The transition wasn’t easy. That summer he put up posters for kids interested in playing football. “I went back the next day, and all of my posters had all been smeared with the words ‘F-You!’” he chuckles. While it was disappointing, it only made Daun more determined. In fact, life was about to imitate art, in a perfect blend of Blackboard Jungle and another famous Poitier movie, To Sir, with Love, about a teacher making a huge difference in the lives of vulnerable students. “That fall, we had 16 kids show up, and the very next year, we won the City Championships. In fact, Bowness won 21 city finals in football, basketball and ladies’ field hockey under my watch.”

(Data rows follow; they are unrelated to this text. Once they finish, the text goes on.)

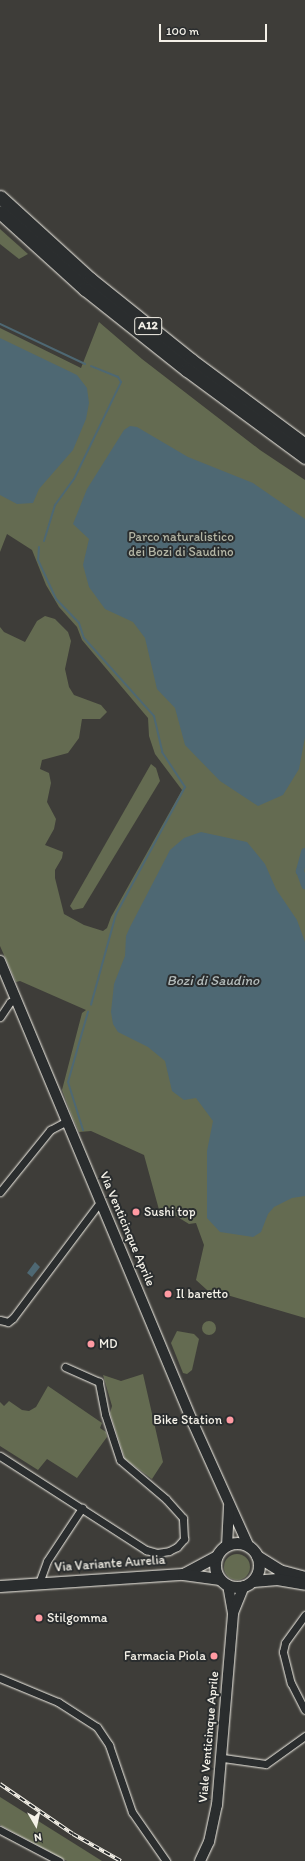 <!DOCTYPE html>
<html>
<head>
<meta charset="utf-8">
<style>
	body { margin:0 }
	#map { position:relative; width:305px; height:1861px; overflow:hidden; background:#3e3d39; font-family:Itim,sans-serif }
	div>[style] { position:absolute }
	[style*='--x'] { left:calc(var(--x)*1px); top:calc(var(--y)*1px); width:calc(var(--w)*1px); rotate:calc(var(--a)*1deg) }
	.green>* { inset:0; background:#646b51 }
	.round { border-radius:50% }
	.water>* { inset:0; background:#4e6873 }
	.stream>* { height:2px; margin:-1px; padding:0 1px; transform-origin:1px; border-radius:1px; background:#4e6873 }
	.canal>* { height:8px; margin:-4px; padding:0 4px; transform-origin:4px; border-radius:4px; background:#4e6873 }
	.roads { filter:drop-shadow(0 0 1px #f4f1e8) drop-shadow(0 0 1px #f4f1e8) }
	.minor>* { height:7px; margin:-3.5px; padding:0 3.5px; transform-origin:3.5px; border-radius:3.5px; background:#2a2d2e }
	.secondary>* { height:10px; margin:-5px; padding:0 5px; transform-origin:5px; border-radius:5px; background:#2a2d2e }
	.primary>* { height:11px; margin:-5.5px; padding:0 5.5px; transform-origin:5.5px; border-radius:5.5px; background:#2a2d2e }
	.primary>.ring { margin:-5.5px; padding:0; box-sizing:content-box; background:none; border:11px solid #2a2d2e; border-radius:50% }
	.motorway>* { height:13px; margin:-6.5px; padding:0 6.5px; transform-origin:6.5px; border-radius:6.5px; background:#2a2d2e }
	.rail>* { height:3.5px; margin-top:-1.75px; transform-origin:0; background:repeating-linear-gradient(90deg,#2a2d2e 0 6px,#f4f1e8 0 12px); box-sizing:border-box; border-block:1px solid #f4f1e8 }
	.dots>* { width:11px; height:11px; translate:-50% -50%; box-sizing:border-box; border:2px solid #2a2d2e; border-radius:50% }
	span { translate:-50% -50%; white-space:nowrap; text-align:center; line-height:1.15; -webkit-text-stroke:4px #2a2d2e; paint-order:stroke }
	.shield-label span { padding:1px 3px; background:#2a2d2e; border:1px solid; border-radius:3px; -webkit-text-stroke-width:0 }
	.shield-label { font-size:12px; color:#f4f1e8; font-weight:700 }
	.park-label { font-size:13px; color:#b3b5a4 }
	.poi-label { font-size:13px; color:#f4f1e8 }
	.left { translate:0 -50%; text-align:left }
	.right { translate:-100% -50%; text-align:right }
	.street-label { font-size:13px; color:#f4f1e8 }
	.water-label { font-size:14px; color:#b2bab9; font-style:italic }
	.north { position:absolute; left:16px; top:1805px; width:40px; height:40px; -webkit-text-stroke:3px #2a2d2e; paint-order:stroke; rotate:171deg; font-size:11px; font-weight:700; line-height:16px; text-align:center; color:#f4f1e8 }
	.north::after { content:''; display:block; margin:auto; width:14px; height:18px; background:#f4f1e8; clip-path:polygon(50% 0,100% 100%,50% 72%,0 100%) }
	.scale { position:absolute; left:159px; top:24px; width:108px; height:18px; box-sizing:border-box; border:2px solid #f4f1e8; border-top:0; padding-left:5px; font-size:12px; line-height:14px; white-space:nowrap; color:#f4f1e8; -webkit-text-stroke:3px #2a2d2e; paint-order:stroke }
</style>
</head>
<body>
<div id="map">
	<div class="green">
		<i style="clip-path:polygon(0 229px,28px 254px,19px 259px,0 244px)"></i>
		<i style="clip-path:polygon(99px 322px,142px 359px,260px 450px,305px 480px,305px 1318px,227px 1295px,217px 1299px,196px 1280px,204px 1245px,196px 1223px,189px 1224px,176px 1216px,161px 1217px,144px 1155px,91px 1131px,79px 1132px,71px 1114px,62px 1090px,82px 1013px,86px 1010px,20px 981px,16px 982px,0 946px,0 627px,4px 632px,25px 642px,37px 621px,45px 616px,55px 619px,68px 632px,71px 641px,65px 669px,69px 687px,74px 695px,101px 705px,107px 712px,100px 719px,82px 719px,79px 738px,68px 753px,42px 760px,40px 769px,49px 773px,51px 783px,47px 802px,56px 819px,54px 829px,45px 845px,63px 852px,62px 858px,55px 870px,55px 878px,64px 914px,84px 925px,103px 931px,107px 928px,111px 917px,182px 790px,155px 754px,149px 736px,148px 718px,82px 640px,77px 627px,59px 607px,46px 585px,32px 550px,7px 534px,0 552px,0 328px,81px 368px)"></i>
		<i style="clip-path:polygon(151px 764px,156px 768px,160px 781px,83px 908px,73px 910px,70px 906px)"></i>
		<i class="round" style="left:202px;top:1321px;width:14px;height:14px"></i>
		<i style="clip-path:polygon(177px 1331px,194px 1334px,199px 1339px,192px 1370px,187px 1374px,183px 1373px,171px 1343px)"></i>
		<i style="clip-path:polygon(143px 1374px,163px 1462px,152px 1479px,125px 1459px,110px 1413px,112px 1406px,103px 1375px,121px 1381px)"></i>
		<i style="clip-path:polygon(48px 1386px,102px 1423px,100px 1428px,106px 1432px,107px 1437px,77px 1478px,47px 1459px,38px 1470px,0 1446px,0 1402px,4px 1406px,9px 1401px,22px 1410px,29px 1411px,36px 1407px)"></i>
		<i class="round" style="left:224px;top:1554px;width:26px;height:26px"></i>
		<i style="clip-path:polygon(0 1797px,102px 1861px,67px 1861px,0 1825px)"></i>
	</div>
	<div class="water">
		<i style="clip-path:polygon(0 338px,77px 375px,87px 388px,89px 403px,86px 419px,73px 450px,39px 489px,33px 503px,17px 504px,0 495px)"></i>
		<i style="clip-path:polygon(130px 426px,137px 427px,188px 457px,253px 483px,305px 519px,305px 737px,299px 769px,283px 795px,258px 806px,220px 781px,185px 745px,175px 708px,157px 689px,145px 638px,133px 622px,105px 609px,89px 587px,83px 565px,89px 539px,73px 524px,87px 489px,124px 430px)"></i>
		<i style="clip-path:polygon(201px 832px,247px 842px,265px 864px,276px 889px,297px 920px,305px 942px,305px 1196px,292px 1198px,274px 1207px,268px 1214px,261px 1232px,253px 1237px,220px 1232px,207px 1218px,207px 1151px,213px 1121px,196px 1098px,184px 1100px,172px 1091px,165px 1061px,148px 1047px,118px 1032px,113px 1024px,111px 1012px,114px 984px,125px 956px,126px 936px,130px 927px,170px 850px,184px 838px)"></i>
		<i style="clip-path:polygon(35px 1262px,40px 1267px,32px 1277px,27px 1273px)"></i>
	</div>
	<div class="stream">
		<i style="--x:0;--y:324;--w:94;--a:25.2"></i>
		<i style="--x:44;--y:541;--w:38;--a:-73"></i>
		<i style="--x:55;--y:505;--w:32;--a:-54"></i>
		<i style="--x:74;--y:479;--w:108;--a:-64.1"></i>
		<i style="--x:121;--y:382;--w:6;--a:-121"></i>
		<i style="--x:118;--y:377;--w:29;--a:-158"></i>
		<i style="--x:39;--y:547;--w:13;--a:94"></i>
		<i style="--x:38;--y:560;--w:43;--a:65.2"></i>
		<i style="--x:56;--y:599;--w:33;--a:46"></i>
		<i style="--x:79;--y:623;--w:16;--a:72"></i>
		<i style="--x:84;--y:638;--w:105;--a:48.1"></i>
		<i style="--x:154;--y:716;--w:37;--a:77"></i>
		<i style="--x:162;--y:752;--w:42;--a:56.7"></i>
		<i style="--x:185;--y:787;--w:145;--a:118.5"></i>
		<i style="--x:116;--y:914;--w:94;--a:105.4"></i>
		<i style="--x:83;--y:1130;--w:50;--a:-107.4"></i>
		<i style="--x:68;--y:1082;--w:73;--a:-74.1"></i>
	</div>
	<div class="canal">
		<i style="--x:305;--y:852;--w:20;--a:105"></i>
		<i style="--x:300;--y:871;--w:15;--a:70"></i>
	</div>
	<div class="roads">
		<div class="minor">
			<i style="--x:0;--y:1017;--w:18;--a:-56"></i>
			<i style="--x:10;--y:1002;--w:7;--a:-27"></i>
			<i style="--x:0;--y:1192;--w:80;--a:-51.1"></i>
			<i style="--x:50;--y:1130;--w:19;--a:-28"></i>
			<i style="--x:0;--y:1320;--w:8;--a:14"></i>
			<i style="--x:8;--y:1322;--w:6;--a:-39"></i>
			<i style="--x:13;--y:1318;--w:146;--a:-53.1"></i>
			<i style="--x:0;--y:1456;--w:174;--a:32.8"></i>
			<i style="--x:146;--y:1550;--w:11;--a:15"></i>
			<i style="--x:157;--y:1553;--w:12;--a:-9"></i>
			<i style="--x:169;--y:1551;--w:9;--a:-27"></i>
			<i style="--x:177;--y:1547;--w:11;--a:-49"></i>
			<i style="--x:184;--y:1539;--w:21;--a:-93"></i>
			<i style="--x:183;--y:1518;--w:25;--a:-132"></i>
			<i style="--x:166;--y:1499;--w:60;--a:-139.7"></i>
			<i style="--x:120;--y:1460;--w:48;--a:-108.1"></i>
			<i style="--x:105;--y:1414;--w:33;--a:-101"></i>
			<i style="--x:99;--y:1382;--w:37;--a:-156"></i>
			<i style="--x:39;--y:1583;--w:23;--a:-70"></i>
			<i style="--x:47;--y:1561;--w:64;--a:-56.6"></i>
			<i style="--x:305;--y:1615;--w:34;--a:126"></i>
			<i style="--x:285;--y:1643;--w:9;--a:103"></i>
			<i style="--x:283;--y:1652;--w:32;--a:76"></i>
			<i style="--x:291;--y:1683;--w:30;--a:63"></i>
			<i style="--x:0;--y:1678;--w:63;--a:22.5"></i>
			<i style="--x:58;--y:1702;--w:46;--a:32.7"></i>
			<i style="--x:97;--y:1727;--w:22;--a:56"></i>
			<i style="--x:109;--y:1745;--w:71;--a:71.1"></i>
			<i style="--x:132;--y:1812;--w:60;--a:55.2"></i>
			<i style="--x:223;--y:1758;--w:43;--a:7.9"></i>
			<i style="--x:266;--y:1764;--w:48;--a:-35.7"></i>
			<i style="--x:0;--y:1830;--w:67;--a:27.7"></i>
		</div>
		<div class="secondary">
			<i style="--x:0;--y:961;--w:501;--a:67.33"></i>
			<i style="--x:193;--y:1423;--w:136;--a:65.7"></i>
			<i style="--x:227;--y:1546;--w:40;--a:-87.1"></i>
			<i style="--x:228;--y:1585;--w:28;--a:80"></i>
			<i style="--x:200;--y:1861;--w:21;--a:-65"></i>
			<i style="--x:209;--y:1842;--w:38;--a:-78"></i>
			<i style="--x:217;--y:1805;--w:193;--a:-85.2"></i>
			<i style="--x:233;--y:1613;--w:29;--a:-68"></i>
		</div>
		<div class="primary">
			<i class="ring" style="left:215px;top:1543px;width:33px;height:33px"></i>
			<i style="--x:257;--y:1556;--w:26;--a:32"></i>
			<i style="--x:279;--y:1570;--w:27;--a:15"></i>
			<i style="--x:183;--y:1574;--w:38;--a:-28"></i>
			<i style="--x:253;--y:1581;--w:24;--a:-5"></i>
			<i style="--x:277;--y:1579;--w:27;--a:10"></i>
			<i style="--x:0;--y:1586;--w:183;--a:-3.8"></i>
			<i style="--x:183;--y:1574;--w:37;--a:8"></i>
		</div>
		<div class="motorway">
			<i style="--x:0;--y:197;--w:122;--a:42.3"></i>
			<i style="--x:90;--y:279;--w:129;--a:38.7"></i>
			<i style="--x:191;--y:360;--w:142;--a:36.7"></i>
			<i style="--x:0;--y:212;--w:115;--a:42.2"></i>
			<i style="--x:85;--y:289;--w:130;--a:38.5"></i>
			<i style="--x:187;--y:370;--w:147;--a:36.4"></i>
		</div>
	</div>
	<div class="rail">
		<i style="--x:0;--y:1784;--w:88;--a:34.4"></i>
		<i style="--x:73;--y:1834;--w:55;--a:29.4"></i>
	</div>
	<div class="dots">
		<i style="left:136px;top:1212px;background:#ff9aa2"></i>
		<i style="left:168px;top:1294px;background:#ff9aa2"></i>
		<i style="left:91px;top:1344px;background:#ff9aa2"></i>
		<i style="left:230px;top:1420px;background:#ff9aa2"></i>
		<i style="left:39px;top:1618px;background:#ff9aa2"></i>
		<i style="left:214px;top:1656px;background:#ff9aa2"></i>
	</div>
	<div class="shield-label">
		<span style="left:148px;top:326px">A12</span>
	</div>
	<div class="park-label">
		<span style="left:181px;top:545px">Parco naturalistico<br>dei Bozi di Saudino</span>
	</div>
	<div class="poi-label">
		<span class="left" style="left:144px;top:1212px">Sushi top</span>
		<span class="left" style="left:176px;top:1294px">Il baretto</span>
		<span class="left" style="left:99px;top:1344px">MD</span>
		<span class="right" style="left:222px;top:1420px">Bike Station</span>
		<span class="left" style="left:47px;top:1618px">Stilgomma</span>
		<span class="right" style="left:206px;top:1656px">Farmacia Piola</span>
	</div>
	<div class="street-label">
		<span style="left:127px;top:1229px;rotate:67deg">Via Venticinque Aprile</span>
		<span style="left:110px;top:1564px;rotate:-4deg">Via Variante Aurelia</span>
		<span style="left:209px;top:1737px;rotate:-85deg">Viale Venticinque Aprile</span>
	</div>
	<div class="water-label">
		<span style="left:213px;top:981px">Bozi di Saudino</span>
	</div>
	<div class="north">N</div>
	<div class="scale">100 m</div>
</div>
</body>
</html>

Daun not only garnered admiration and respect from his students, but he also taught them how to be leaders. “I always told my kids: ‘Say nothing when you lose and say even less when you win.’ These were kids that many people had given up on, but they could always count on me, win or lose.” While Daun never married or had a family of his own, he says his students have always been like his own children. “I was always consoling one or being a father-figure to another. Some of these kids who gave me the biggest headache now come out and golf with me,” he grins.

Daun admits that the Alberta lockdowns have been hard on him as someone who lives alone and is not very computer literate. “I miss my buddies and meeting up at ‘The Care Home,’” he chuckles, referring to their hangout at Jamieson Bar. “But if people were able to endure isolation and restrictions during WWII, we can surely live through COVID.”

While Daun can’t have pets in his condo, he routinely walks almost 10 km daily, giving out treats to every dog he encounters. “I know up to 40 of them by name and I teach them tricks. They go wild when they see me.”

At 75, Daun says he’s proud of his life and wants to be remembered as someone who truly cared. Thousands who have been lucky enough to be mentored by him over the years would have to agree. To Sir, with Love, indeed.